### DATASET RECORDS ###
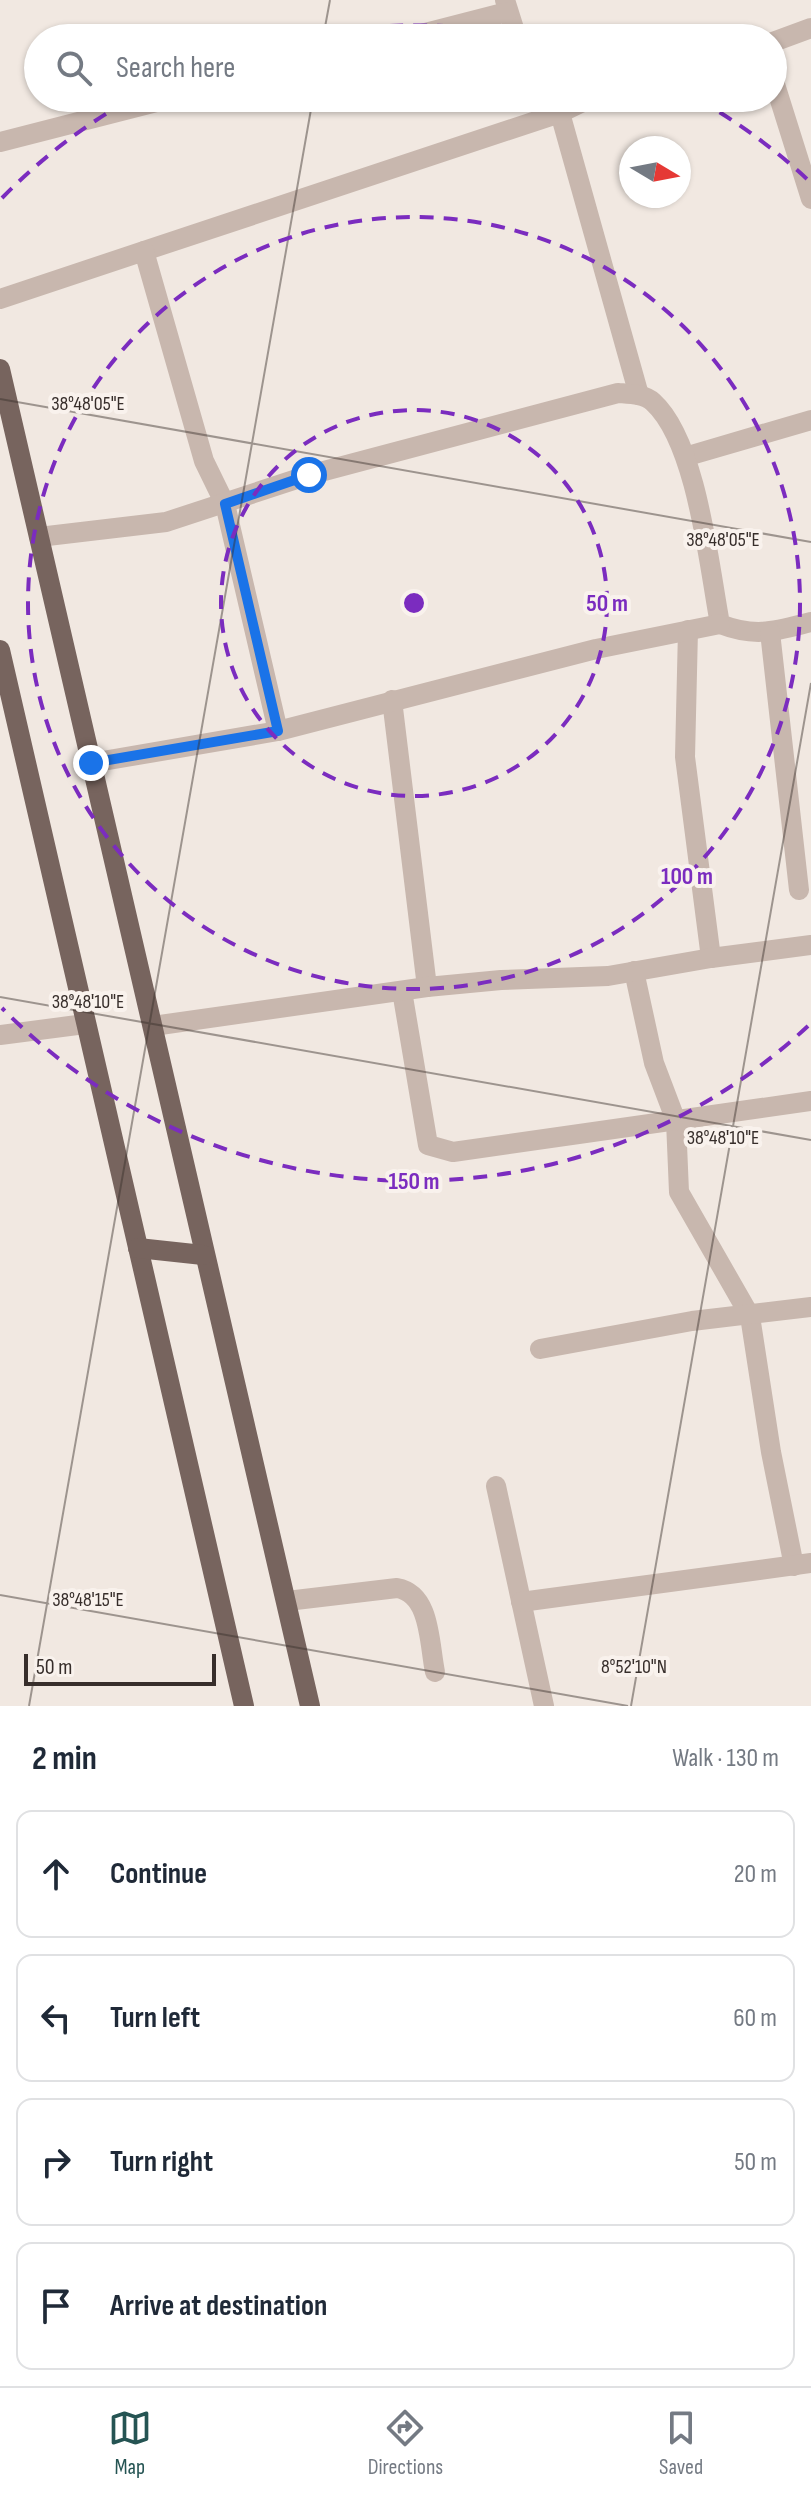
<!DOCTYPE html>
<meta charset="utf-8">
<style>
body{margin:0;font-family:"Sofia Sans Condensed",sans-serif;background:#f2f2f3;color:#1f2937}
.compass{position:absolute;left:619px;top:136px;width:72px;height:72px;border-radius:50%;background:#fff;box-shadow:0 2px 6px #0004;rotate:100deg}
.scale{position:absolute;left:24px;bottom:20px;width:192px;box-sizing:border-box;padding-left:8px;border:4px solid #372e2b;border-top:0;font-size:22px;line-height:28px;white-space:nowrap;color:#372e2b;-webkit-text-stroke:6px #f9f2ed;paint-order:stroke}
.stop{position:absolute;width:24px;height:24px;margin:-18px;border:6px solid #1a73e8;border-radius:50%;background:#fff}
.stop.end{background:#1a73e8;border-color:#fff;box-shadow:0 2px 8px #0008}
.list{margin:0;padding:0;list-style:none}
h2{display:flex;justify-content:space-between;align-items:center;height:104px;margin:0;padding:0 32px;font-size:34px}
h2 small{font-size:26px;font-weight:400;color:#747a83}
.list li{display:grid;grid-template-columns:52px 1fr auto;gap:24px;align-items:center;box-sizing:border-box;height:128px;margin:0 16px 16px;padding:0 16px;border:2px solid #e0e1e3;border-radius:16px}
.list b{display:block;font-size:30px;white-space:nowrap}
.list em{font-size:26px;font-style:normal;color:#747a83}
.icon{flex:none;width:44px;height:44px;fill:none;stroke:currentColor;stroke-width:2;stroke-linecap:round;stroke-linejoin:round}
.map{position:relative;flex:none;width:811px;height:1706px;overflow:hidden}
.search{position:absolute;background:#fff;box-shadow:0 2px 6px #0004;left:24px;right:24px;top:24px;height:88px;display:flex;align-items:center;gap:20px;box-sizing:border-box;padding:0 28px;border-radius:44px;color:#747a83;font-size:30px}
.sheet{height:680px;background:#fff}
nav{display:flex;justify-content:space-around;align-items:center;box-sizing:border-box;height:112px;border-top:2px solid #e0e1e3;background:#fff;font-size:22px;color:#747a83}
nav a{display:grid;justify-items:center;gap:4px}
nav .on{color:#255453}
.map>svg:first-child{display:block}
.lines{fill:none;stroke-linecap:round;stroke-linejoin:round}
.minor{stroke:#c8b7ae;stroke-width:20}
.major{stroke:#77645e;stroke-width:20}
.route{stroke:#1a73e8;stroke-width:10}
.ticks{fill:none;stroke:#372e2b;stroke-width:2;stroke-opacity:0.45}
.ring{fill:none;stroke:#7b2cbf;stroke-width:4;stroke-dasharray:14 10}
.ticks-label{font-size:20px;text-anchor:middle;fill:#372e2b;stroke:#f9f2ed;stroke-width:8;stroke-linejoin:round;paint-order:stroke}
.centre{fill:#7b2cbf;stroke:#f9f2ed;stroke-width:4}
.ring-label{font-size:24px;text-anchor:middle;font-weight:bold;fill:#7b2cbf;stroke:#f9f2ed;stroke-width:8;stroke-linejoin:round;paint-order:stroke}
</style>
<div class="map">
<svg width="811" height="1706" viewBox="0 0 811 1706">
<rect width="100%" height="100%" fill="#f1e8e1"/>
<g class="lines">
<!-- minor -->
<g class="minor">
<path d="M 505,0 L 517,38"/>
<path d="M 406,38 L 507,12"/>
<path d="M 773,42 L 811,28"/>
<path d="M 773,78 L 811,199"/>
<path d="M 539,98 L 546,117"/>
<path d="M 560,113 L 639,395"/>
<path d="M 0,142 L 172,98"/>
<path d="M 144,251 L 560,113 L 591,98"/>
<path d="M 0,299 L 144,251 L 204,461 L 225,504 L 278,731"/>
<path d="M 688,456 L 811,420"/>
<path d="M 39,537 L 166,522 L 309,475 L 618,393 C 630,394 644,394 653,402 C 697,442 709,566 720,624 C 756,638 775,631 811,622"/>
<path d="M 688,630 L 685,757 L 711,958"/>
<path d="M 770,632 L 799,890"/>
<path d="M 392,700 L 427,987"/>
<path d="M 91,763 L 278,731 L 596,649 L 720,624"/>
<path d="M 634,971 L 654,1063 L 676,1121 L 679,1192 L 750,1316 L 771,1452 L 794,1566"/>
<path d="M 402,991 L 428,1145 L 453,1152 L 811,1101"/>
<path d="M 153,1026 L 427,987 L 501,980 L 608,976 L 711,958 L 811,945"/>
<path d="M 0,1035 L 85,1024"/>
<path d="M 540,1349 L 692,1321 L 811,1307"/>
<path d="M 496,1486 L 544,1706"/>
<path d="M 287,1601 L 397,1588 C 431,1594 429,1643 435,1672"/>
<path d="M 521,1602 L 811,1563"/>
</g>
<!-- major -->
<g class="major">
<path d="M 0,369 L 310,1706"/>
<path d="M 0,650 L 244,1706"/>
<path d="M 138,1248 L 203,1255"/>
</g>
</g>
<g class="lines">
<!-- route -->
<path class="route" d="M 91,763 L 278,731 L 225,504 L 309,475"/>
</g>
<!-- ticks -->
<path class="ticks" d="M 323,38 L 330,0M 0,399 L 811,542M 0,997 L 811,1140M 0,1595 L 628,1706M 29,1706 L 313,98M 631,1706 L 811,683"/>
<!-- distance rings -->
<g class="ring">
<circle cx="414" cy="603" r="193"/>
<circle cx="414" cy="603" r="386"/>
<path d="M808 1026A578 578 0 0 1 2 1008M2 198A578 578 0 0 1 129 100M294 38A578 578 0 0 1 534 38M699 100A578 578 0 0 1 808 180"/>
</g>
<g class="ticks-label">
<text x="88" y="410">38°48'05"E</text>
<text x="723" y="546">38°48'05"E</text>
<text x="88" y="1008">38°48'10"E</text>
<text x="723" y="1144">38°48'10"E</text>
<text x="88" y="1606">38°48'15"E</text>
<text x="634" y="1673">8°52'10"N</text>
</g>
<circle cx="414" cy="603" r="12" class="centre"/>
<g class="ring-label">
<text x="607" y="611">50 m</text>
<text x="687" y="884">100 m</text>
<text x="414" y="1189">150 m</text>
</g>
</svg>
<svg class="compass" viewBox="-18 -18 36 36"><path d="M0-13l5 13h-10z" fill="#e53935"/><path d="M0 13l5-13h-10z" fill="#747a83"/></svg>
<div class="scale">50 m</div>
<div class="stop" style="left:309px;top:475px"></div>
<div class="stop end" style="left:91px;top:763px"></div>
<div class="search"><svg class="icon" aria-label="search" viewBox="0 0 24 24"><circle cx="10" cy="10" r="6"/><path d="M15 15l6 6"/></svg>Search here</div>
</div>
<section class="sheet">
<h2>2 min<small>Walk · 130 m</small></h2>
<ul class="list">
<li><svg class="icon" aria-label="ahead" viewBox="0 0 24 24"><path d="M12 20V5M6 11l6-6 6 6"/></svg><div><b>Continue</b></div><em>20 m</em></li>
<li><svg class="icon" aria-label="left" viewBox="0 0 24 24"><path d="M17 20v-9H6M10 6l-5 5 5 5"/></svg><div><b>Turn left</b></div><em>60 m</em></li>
<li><svg class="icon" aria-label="right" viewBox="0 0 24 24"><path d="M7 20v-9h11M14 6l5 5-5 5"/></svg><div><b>Turn right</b></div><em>50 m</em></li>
<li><svg class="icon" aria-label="arrive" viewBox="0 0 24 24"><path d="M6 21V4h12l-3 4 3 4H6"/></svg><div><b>Arrive at destination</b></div></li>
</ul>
</section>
<nav>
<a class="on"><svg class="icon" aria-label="map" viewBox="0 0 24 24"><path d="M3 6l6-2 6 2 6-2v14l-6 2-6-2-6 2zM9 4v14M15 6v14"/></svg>Map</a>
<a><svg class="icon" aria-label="directions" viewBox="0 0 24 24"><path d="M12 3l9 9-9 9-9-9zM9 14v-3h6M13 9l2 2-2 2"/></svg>Directions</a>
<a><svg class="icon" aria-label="saved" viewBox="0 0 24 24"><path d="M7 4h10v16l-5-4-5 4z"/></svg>Saved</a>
</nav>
###
**REQUIRED ACTION:** List every line in the records above that contains the word "linecap".

**RESULT OF THE TASK:**
.icon{flex:none;width:44px;height:44px;fill:none;stroke:currentColor;stroke-width:2;stroke-linecap:round;stroke-linejoin:round}
.lines{fill:none;stroke-linecap:round;stroke-linejoin:round}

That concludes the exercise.